═════ Supplied information

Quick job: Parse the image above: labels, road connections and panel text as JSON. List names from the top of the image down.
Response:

══════════
═════ Supplied information

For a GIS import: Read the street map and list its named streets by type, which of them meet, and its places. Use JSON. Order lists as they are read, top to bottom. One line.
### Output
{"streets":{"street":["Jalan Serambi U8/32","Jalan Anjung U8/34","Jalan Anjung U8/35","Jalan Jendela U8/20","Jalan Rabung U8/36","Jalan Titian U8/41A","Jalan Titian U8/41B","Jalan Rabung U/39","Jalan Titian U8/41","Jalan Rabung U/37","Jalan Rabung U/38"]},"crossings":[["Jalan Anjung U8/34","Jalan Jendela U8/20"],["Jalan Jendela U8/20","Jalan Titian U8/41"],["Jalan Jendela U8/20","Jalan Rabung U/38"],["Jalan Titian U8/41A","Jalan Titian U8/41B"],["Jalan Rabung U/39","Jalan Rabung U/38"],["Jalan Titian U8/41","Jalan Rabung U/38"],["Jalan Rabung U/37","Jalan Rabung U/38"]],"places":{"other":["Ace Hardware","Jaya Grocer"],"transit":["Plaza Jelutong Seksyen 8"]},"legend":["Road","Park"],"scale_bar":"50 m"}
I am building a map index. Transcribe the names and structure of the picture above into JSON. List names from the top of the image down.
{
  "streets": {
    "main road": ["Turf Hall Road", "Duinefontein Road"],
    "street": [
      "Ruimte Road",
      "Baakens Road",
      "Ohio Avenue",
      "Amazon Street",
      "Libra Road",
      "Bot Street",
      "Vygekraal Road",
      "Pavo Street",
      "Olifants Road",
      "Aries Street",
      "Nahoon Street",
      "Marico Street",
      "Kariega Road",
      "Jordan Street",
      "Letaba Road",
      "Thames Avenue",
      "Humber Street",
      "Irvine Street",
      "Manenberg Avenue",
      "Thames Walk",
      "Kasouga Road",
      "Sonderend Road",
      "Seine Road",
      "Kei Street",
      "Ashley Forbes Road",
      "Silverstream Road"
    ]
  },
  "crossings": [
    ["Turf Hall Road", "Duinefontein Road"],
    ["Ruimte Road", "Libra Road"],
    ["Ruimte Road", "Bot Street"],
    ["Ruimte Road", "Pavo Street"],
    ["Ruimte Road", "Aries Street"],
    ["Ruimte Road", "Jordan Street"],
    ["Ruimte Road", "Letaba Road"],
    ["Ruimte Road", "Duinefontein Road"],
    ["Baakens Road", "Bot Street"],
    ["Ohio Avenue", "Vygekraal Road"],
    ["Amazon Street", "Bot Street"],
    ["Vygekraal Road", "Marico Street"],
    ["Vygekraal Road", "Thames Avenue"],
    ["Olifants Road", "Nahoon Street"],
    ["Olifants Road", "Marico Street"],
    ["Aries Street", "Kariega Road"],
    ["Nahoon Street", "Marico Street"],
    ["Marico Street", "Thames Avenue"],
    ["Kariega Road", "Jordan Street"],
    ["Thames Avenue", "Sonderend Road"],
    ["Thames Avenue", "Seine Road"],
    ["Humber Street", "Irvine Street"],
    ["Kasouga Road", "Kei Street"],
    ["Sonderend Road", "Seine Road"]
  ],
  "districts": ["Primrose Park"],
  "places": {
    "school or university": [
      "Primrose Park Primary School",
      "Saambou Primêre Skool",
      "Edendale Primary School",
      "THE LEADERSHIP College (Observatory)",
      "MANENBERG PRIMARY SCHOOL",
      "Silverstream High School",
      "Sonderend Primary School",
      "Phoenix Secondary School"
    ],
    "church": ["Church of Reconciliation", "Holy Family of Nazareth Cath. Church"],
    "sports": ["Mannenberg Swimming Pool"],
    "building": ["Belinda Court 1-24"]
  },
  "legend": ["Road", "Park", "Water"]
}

══════════
═════ Supplied information

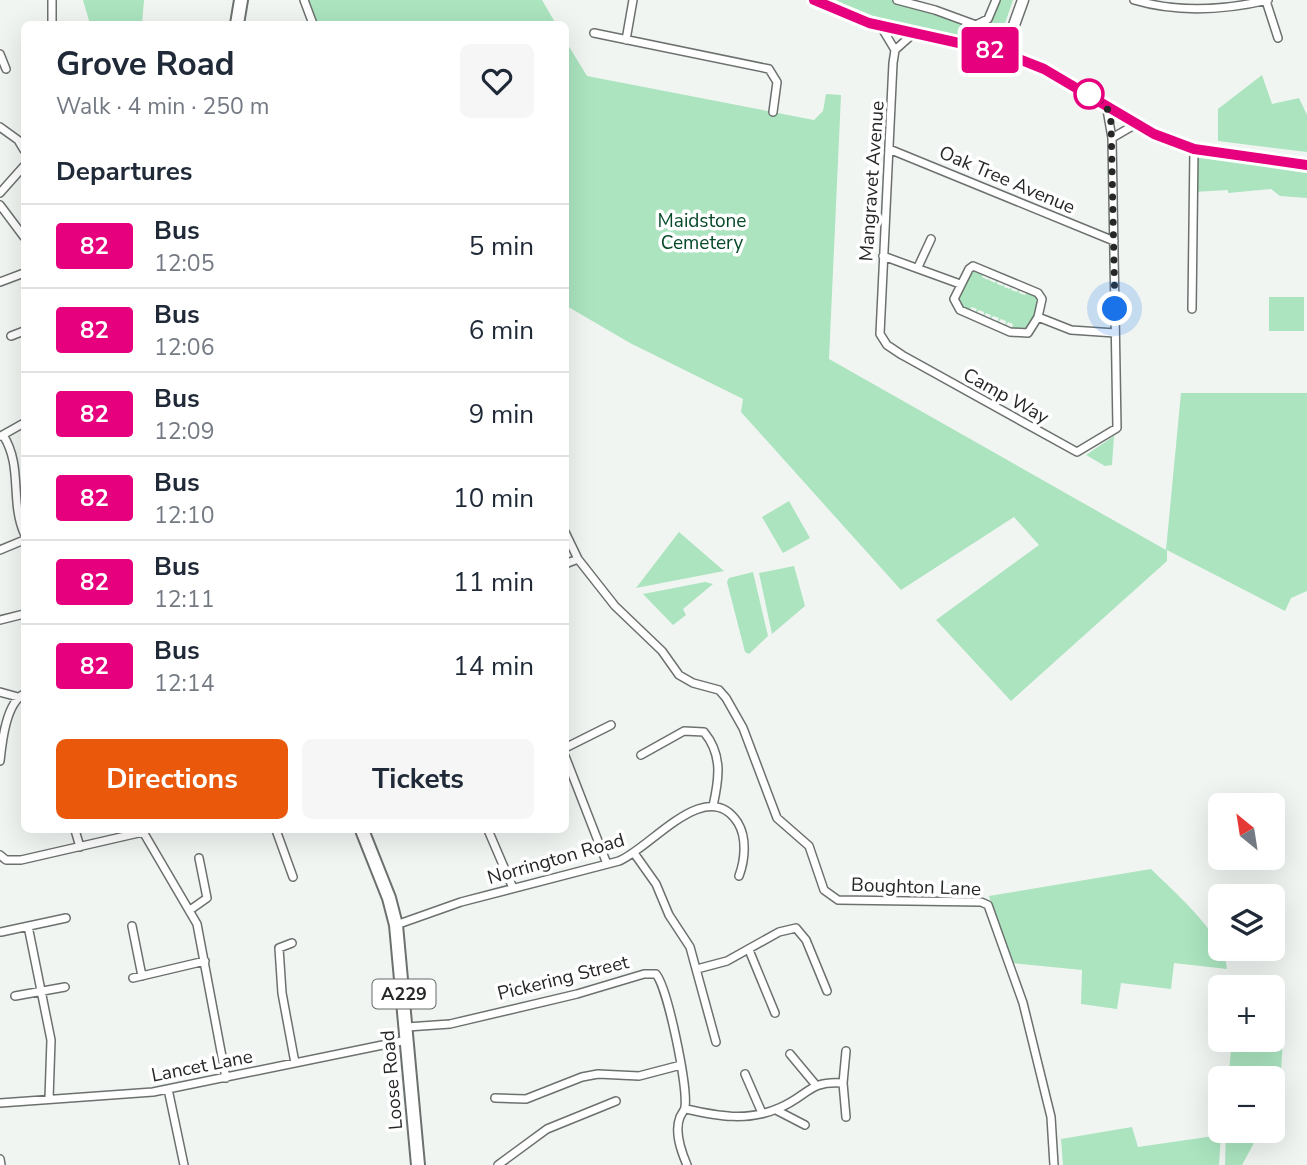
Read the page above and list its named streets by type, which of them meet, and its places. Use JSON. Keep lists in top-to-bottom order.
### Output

══════════

### What is needed
Check each line of the entries above, and show every one holding the word "Read".

### Answer to the exercise
For a GIS import: Read the street map and list its named streets by type, which of them meet, and its places. Use JSON. Order lists as they are read, top to bottom. One line.
Read the page above and list its named streets by type, which of them meet, and its places. Use JSON. Keep lists in top-to-bottom order.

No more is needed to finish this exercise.